Lo Malinke: ALLE UNTER EINER TANNE

"Die Notlüge war bei uns ein Hausrecht"

20. November 2014
Robert und Elli sind geschieden, spielen ihren erwachsenen Kindern aber an Weihnachten die heile Ehe vor. Lo Malinkes Roman „Alle unter eine Tanne“ nimmt mit viel Witz unser heiliges Fest der Liebe aufs Korn.

Warum sagen Robert und Elli den Kindern nicht die Wahrheit?
Die beiden kennen ihre Brut gut genug, um zu wissen, dass ihre moralisch dehnbaren Alt-68er-Ansichten den Ansprüchen ihrer Kinder an bürgerliche Moral nicht gerecht werden.

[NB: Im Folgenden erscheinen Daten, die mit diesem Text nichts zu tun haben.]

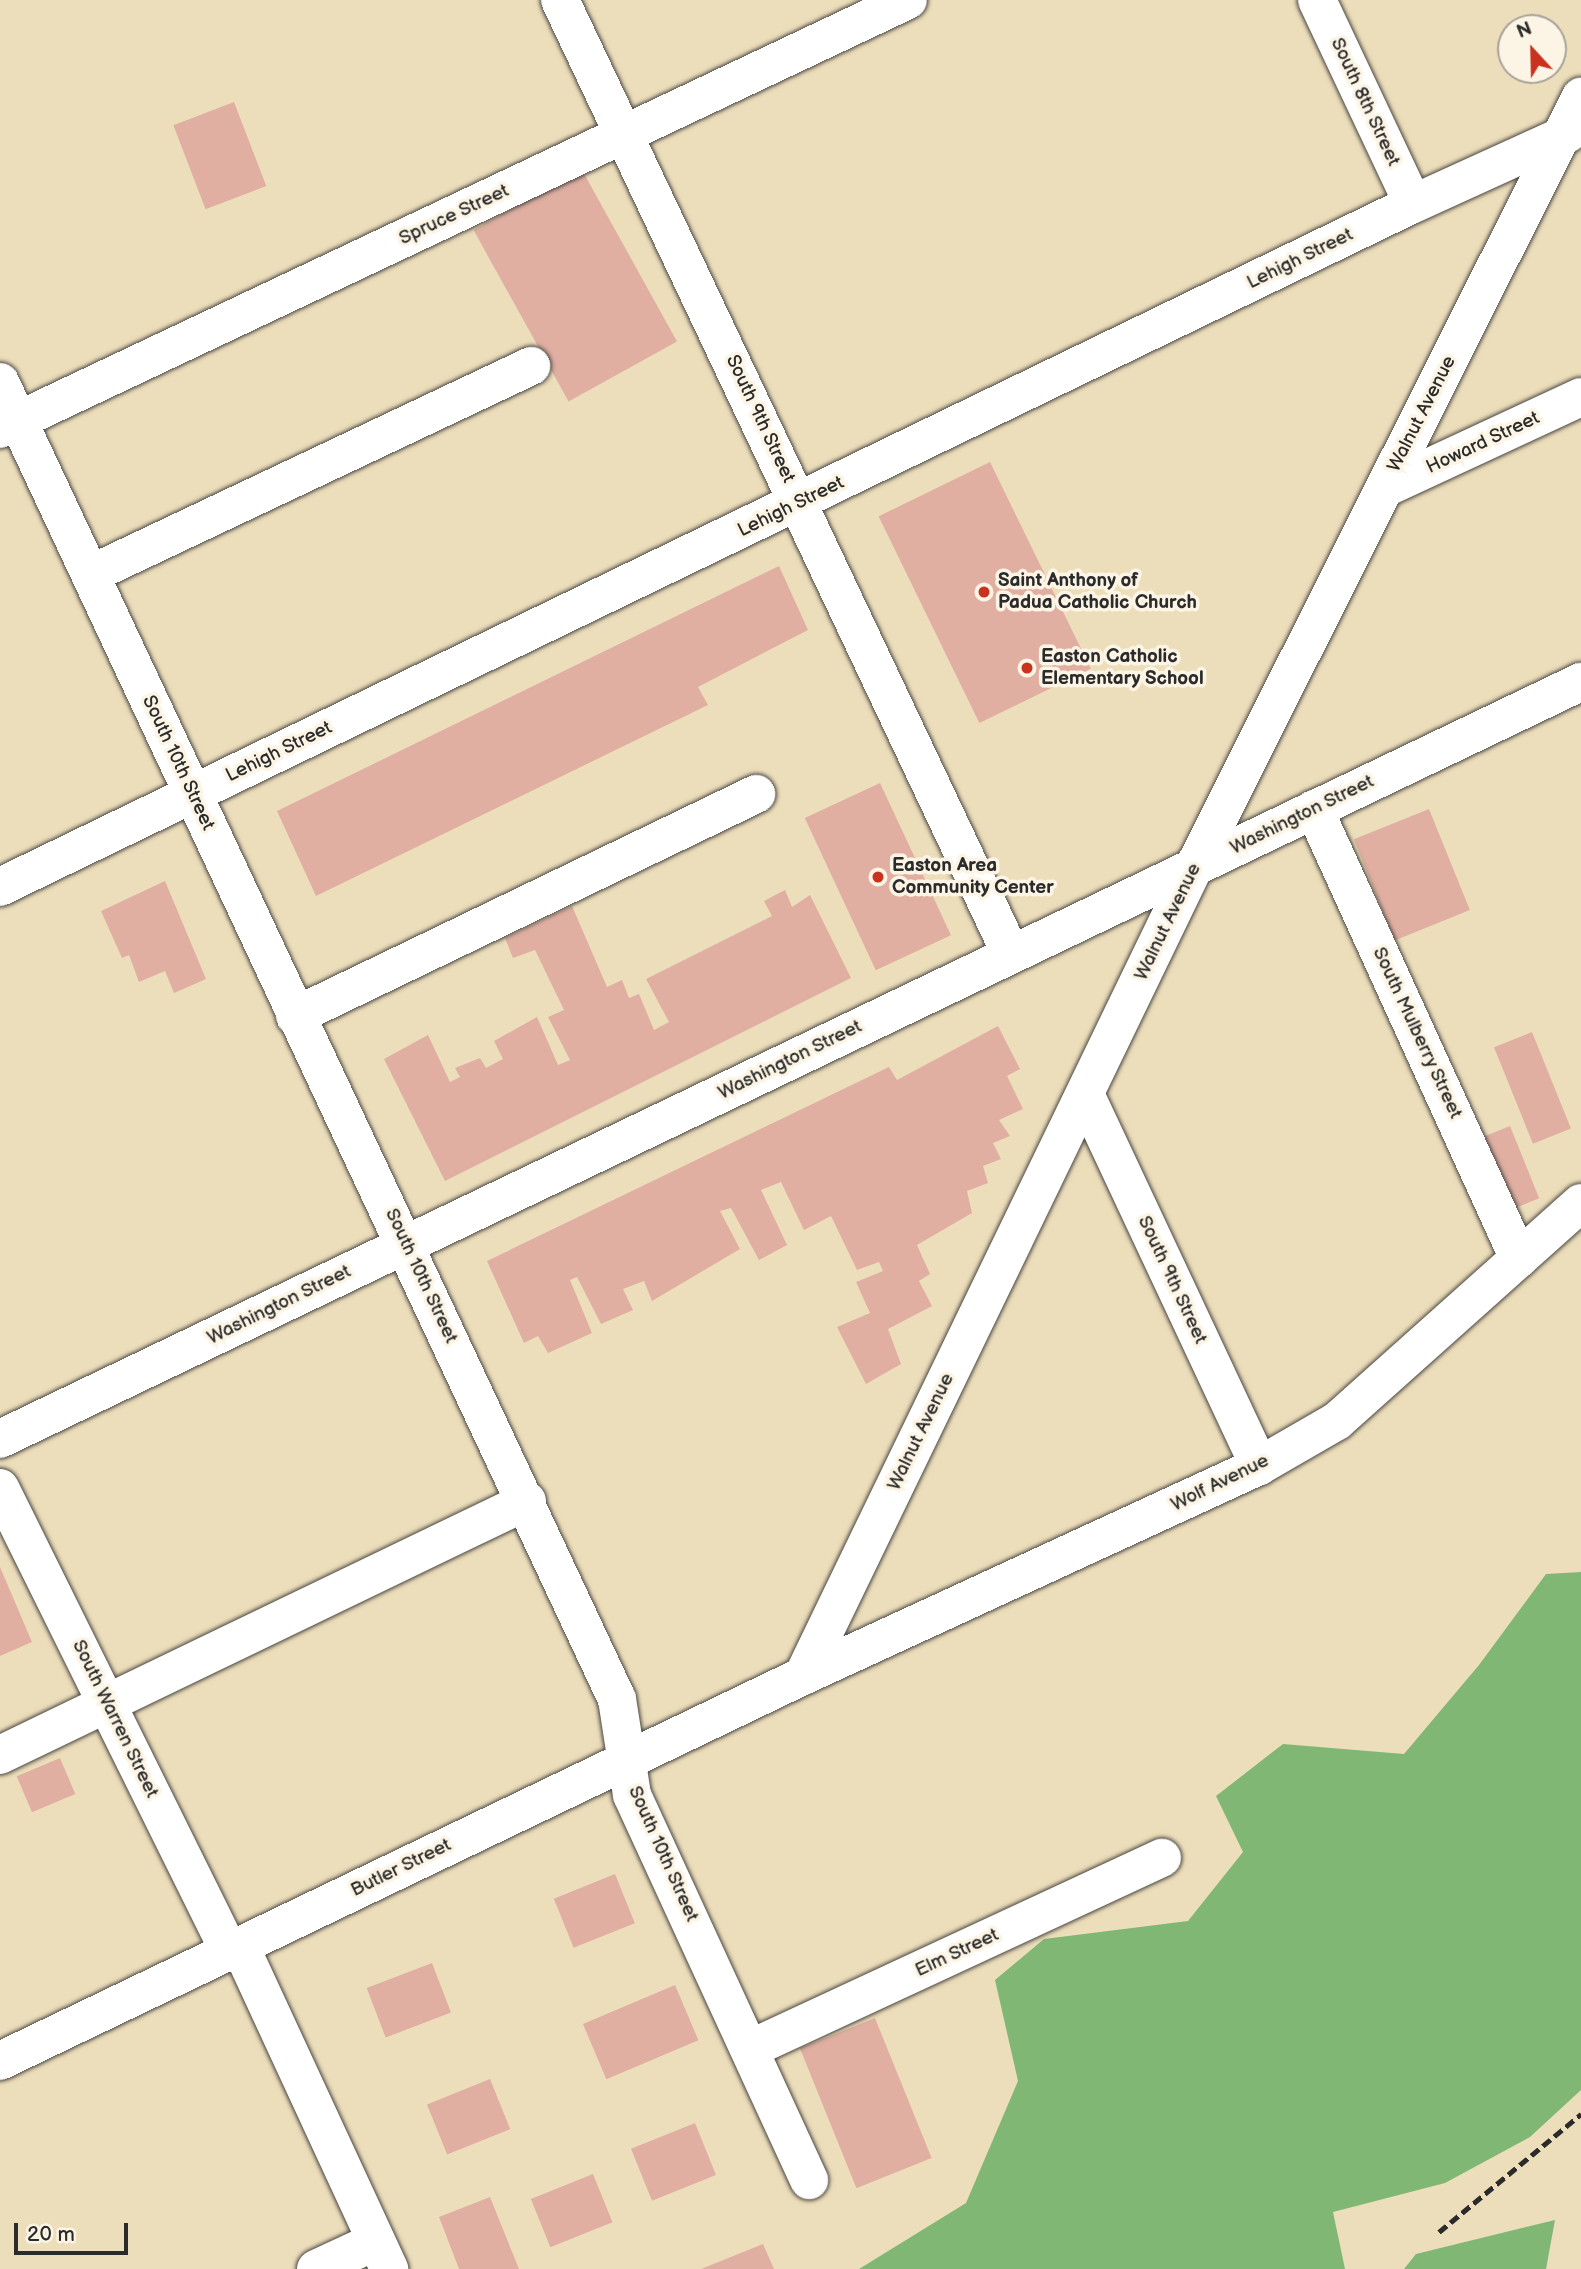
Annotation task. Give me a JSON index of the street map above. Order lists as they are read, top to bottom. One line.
{"streets":{"street":["South 8th Street","Spruce Street","Lehigh Street","Walnut Avenue","South 9th Street","Howard Street","South 10th Street","Washington Street","South Mulberry Street","Wolf Avenue","South Warren Street","Butler Street","Elm Street"]},"crossings":[["South 8th Street","Lehigh Street"],["Spruce Street","South 9th Street"],["Spruce Street","South 10th Street"],["Lehigh Street","Walnut Avenue"],["Lehigh Street","South 9th Street"],["Lehigh Street","South 10th Street"],["Walnut Avenue","South 9th Street"],["Walnut Avenue","Howard Street"],["Walnut Avenue","Washington Street"],["Walnut Avenue","Wolf Avenue"],["Walnut Avenue","Butler Street"],["South 9th Street","Washington Street"],["South 9th Street","Wolf Avenue"],["South 10th Street","Washington Street"],["South 10th Street","Butler Street"],["South 10th Street","Elm Street"],["Washington Street","South Mulberry Street"],["South Mulberry Street","Wolf Avenue"],["Wolf Avenue","Butler Street"],["South Warren Street","Butler Street"]],"places":["Saint Anthony of Padua Catholic Church","Easton Catholic Elementary School","Easton Area Community Center"],"scale_bar":"20 m","north":"top"}
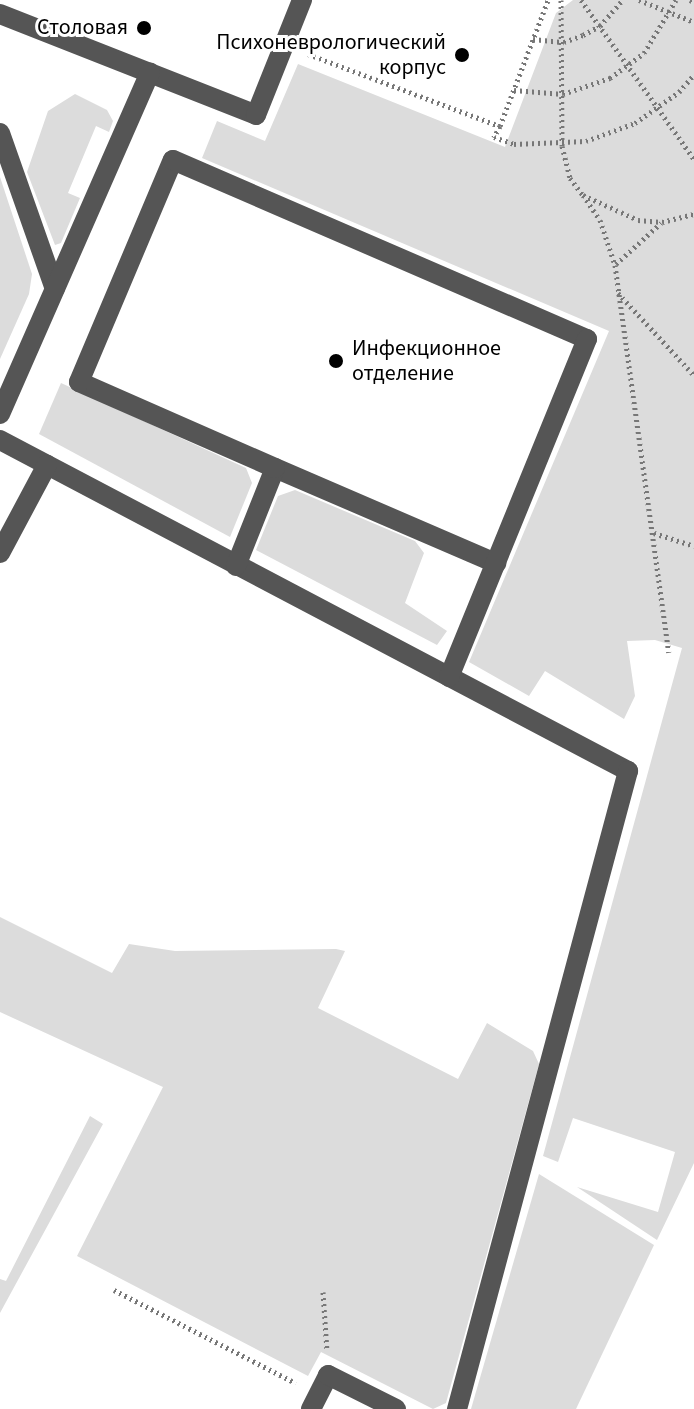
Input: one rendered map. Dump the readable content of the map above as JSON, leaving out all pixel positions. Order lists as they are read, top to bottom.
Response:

Wie sind Sie auf die haarsträubenden Notlügen gekommen, mit deren Hilfe Robert und Elli die Anwesenheit ihrer neuen Partner zu erklären versuchen?
Meine Familie war selbst immer sehr bemüht, ihre Geheimnisse sicher über Feiertage und Familienfeste zu retten. Die Notlüge war bei uns so etwas wie ein Hausrecht. Gäste, die bei Unterhaltungen plump mit der Wahrheit ins Haus fielen, betrachtete man bei uns mit Skepsis. Insofern waren die Lügengeschichten, mit denen die Mitglieder meiner Romanfamilie einander überziehen, wie ein literarisches Nachhausekommen.

In vielen Familien wird an Weihnachten ja tatsächlich eine Komödie aufgeführt.
Dafür habe ich viel Verständnis. Brutale Wahrheiten muss man nicht unter dem Weihnachtsbaum verkünden! Die endlosen Spaziergänge, die gelangweilten Kinder und das ständige Essen – das zu überleben finde ich anstrengend genug.

Im Unterschied zu Ihren Figuren verbringen Sie hoffentlich friedliche Weihnachten?
Wir nehmen uns das jedes Jahr wieder vor – und werden wie an jedem Weihnachtsfest glorreich daran scheitern.